UPDATE, FROM THE EDITOR: Turns out Barry was trespassing, probably unwittingly. He’s an innocent fellow, and undoubtedly grew up scrambling over stiles in his native shire, where such behavior is tolerated.

Here in America, he may get gored! Here’s an email we got this morning:

The Pioneer Cemetery is surrounded by private land, as is the gate Evans is encouraging people to jump over. Visitors are welcome with permission from November 1 to May 1. There is a phone number they can call to have the gate opened for them.
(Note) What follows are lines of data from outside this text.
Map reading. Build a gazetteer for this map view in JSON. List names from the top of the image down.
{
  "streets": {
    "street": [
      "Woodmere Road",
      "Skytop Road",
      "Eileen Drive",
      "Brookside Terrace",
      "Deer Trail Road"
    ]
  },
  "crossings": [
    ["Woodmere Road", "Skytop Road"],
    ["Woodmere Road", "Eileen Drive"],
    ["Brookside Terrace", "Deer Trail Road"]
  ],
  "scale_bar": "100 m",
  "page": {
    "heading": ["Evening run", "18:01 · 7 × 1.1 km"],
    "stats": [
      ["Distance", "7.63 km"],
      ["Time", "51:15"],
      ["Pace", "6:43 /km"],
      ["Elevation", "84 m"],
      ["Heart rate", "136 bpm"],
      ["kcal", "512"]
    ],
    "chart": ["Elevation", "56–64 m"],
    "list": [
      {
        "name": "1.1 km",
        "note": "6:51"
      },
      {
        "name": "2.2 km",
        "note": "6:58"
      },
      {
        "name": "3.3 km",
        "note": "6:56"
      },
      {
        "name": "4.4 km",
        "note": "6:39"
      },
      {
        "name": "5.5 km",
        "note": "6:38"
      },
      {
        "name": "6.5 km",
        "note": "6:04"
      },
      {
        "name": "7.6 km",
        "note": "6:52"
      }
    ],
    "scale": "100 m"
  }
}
The surrounding area around the cemetery has been always been used for cattle and hay.  When the cows are calving and bulls are on the property, it is unsafe for people to be walking around and the reason the gate is locked … Please notice in the comments there is a photo attached from Laura Cooskie letting visitors know of the correct and respectful process to enter the property. 
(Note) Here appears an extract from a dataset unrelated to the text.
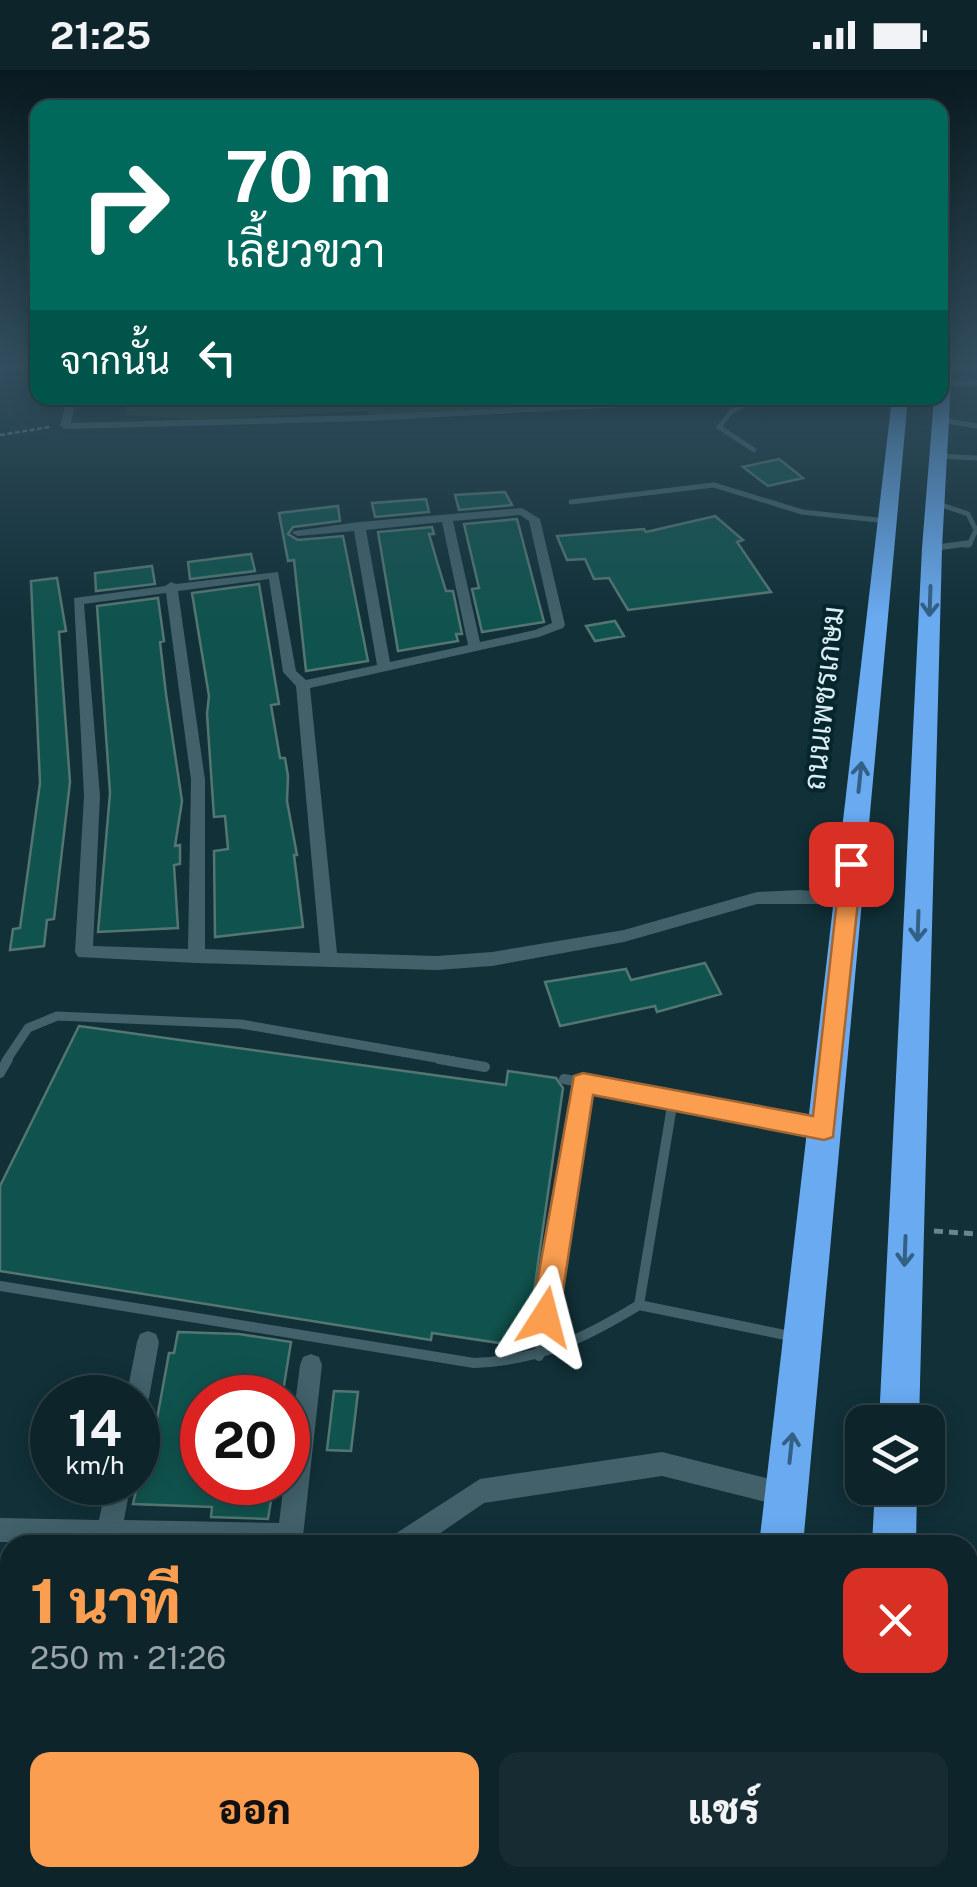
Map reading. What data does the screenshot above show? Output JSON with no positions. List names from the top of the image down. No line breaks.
{"streets":{"highway":["ถนนเพชรเกษม"]},"page":{"status":"21:25","turn":["70 m","เลี้ยวขวา"],"then":"จากนั้น","speed":"14 km/h","limit":"20","heading":["1 นาที","250 m · 21:26"],"buttons":["ออก","แชร์"]}}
Visitors may safely visit the cemetery without permission when the gate is unlocked and it is safe to do so, which is usually after May 1st till Nov 1st.

— Ed.

###

Someone asked the Buddhist teacher Kyodo Roshi what happens after we die. “I don’t know,” he said. “I thought you were a Zen Master?” “Yes, but not a dead one.”

“We hope to meet and be with thee forever” is the engraved sentiment of the wife and children of a long-dead settler, according to a headstone in the Petrolia cemetery. Nothing unusual here—it echoes the common belief of Americans at the time, some 150 years ago. In our own day some 60% of us think we’ll be reunited forever with our loved ones after we and they are dead. For many, this is a great consolation: life here on Earth may suck, but be a decent person, play your cards right, and your heavenly reward awaits.

LifeWay Research, 2016

For materialists like myself, there’s the problem of what it is, exactly, that ends up in the great hereafter: a cloned body, fresh, young and cancer-free, while your corpse lies a-moldering in the grave? Or a sort of ghostly being with all the attributes and memories of the original being that’s able to swish around merrily in the Elysian Fields? Can spirits drink spirits? Can they enjoy a bowl of fettuccini Alfredo? Do they poop?
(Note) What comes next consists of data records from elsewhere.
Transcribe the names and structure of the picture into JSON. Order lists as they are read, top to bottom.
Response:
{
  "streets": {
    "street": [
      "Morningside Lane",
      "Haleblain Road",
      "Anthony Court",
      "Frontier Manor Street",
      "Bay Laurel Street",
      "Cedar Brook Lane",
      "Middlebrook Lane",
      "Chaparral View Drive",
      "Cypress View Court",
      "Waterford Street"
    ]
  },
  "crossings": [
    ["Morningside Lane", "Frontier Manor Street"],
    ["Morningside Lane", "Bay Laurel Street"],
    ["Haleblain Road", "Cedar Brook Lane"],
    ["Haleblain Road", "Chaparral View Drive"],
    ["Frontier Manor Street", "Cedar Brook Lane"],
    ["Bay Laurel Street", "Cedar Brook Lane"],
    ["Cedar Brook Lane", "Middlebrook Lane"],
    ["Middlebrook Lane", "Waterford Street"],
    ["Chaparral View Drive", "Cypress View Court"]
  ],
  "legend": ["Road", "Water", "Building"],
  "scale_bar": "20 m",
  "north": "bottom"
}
(I’m no theologian—obviously. For answers to these, and many more afterlife conundrums, you’ll have to consult Augustine of Hippo, who figured all this out nearly two thousand years ago: “”The bodies of the saints, then, shall rise again free from blemish and deformity, just as they will be also free from corruption, encumbrance, or handicap.”)

There’s another problem, though, the “forever” bit. Forever’s a long time, as I understand it. (“…gone before, Where we shall meet, To part no more.”) What I’m wondering is, has the pandemic changed anything for heaven-bound believers? In the enforced confines of social distancing, are those of us blessed with mates finding them ever more wonderful and entrancing as days lengthen into months? Or are we perhaps, not to put too fine an edge on it, having second thoughts about spending all of eternity, year-in-year-out, forever, with one particular soulmate? After a few thousand years, might those endearing little idiosyncrasies—forgetting what they were saying in mid-sentence, the way they floss their teeth in front of you, putting the toilet paper on the roller the wrong way—start to irritate?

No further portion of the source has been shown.